- _Assignment_
Report every line in the listing below where the string "Give" shows up.
*****
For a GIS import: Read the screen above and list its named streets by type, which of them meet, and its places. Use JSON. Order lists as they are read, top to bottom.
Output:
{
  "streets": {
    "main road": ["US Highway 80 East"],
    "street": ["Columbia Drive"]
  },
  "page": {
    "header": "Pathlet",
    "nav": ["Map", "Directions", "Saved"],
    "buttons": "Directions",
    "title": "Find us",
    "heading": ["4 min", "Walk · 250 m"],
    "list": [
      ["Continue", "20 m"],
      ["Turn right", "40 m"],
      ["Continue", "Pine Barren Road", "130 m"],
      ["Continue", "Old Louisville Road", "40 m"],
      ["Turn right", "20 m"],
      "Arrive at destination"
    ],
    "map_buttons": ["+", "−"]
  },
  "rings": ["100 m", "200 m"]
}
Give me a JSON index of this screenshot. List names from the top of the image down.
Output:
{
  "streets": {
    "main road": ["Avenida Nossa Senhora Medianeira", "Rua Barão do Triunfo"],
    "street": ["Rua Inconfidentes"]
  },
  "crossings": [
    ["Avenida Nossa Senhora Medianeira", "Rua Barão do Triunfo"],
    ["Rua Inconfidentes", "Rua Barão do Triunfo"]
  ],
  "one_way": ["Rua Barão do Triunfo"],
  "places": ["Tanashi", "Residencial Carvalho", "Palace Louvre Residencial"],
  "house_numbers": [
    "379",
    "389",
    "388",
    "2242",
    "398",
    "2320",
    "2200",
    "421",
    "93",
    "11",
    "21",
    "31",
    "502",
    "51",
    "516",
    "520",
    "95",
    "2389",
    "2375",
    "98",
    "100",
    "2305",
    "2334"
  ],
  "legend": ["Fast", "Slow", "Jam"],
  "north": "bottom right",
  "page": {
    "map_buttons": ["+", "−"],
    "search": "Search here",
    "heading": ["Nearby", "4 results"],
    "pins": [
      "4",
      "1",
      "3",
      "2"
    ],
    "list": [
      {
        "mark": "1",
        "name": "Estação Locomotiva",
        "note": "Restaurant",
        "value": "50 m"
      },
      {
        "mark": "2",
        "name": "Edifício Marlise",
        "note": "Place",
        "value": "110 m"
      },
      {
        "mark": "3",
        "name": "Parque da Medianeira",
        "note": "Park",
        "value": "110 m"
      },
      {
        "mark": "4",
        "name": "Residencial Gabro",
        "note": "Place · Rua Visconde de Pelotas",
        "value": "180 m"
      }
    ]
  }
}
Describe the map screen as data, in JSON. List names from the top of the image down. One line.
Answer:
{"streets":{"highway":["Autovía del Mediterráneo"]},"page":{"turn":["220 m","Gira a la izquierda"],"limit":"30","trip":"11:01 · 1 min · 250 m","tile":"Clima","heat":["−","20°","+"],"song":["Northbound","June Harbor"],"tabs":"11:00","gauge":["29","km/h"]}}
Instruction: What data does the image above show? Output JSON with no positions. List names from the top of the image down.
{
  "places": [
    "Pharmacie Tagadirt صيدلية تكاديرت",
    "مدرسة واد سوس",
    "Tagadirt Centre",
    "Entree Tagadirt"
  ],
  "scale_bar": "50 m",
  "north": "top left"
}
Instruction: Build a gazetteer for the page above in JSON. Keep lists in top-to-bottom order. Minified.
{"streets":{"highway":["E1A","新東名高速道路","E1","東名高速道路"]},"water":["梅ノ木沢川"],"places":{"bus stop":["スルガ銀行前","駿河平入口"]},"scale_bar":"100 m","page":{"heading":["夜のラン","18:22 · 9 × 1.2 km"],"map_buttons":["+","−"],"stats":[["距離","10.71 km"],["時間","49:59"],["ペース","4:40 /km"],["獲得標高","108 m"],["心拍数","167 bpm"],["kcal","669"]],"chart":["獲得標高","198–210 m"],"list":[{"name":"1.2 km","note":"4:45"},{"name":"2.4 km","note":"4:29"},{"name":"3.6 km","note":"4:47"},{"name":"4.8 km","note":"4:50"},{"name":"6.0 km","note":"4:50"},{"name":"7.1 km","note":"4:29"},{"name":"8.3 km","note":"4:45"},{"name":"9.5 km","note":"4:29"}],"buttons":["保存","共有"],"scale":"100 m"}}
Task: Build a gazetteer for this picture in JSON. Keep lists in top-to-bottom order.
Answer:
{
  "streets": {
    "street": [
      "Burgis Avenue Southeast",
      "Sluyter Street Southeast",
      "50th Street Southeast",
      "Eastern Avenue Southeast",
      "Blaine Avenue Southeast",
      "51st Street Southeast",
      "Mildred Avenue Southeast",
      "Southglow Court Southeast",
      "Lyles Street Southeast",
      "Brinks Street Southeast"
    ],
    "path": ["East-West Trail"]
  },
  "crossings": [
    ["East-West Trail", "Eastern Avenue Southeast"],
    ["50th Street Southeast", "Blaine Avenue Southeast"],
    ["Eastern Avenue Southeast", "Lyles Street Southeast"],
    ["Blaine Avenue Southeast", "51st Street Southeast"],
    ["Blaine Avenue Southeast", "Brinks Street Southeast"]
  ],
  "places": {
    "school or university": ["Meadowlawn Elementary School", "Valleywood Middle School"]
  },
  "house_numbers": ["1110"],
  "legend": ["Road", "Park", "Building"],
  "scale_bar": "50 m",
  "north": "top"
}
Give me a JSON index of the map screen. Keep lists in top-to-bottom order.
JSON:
*****
- _Exercise answer_
Give me a JSON index of this screenshot. List names from the top of the image down.
Give me a JSON index of the map screen. Keep lists in top-to-bottom order.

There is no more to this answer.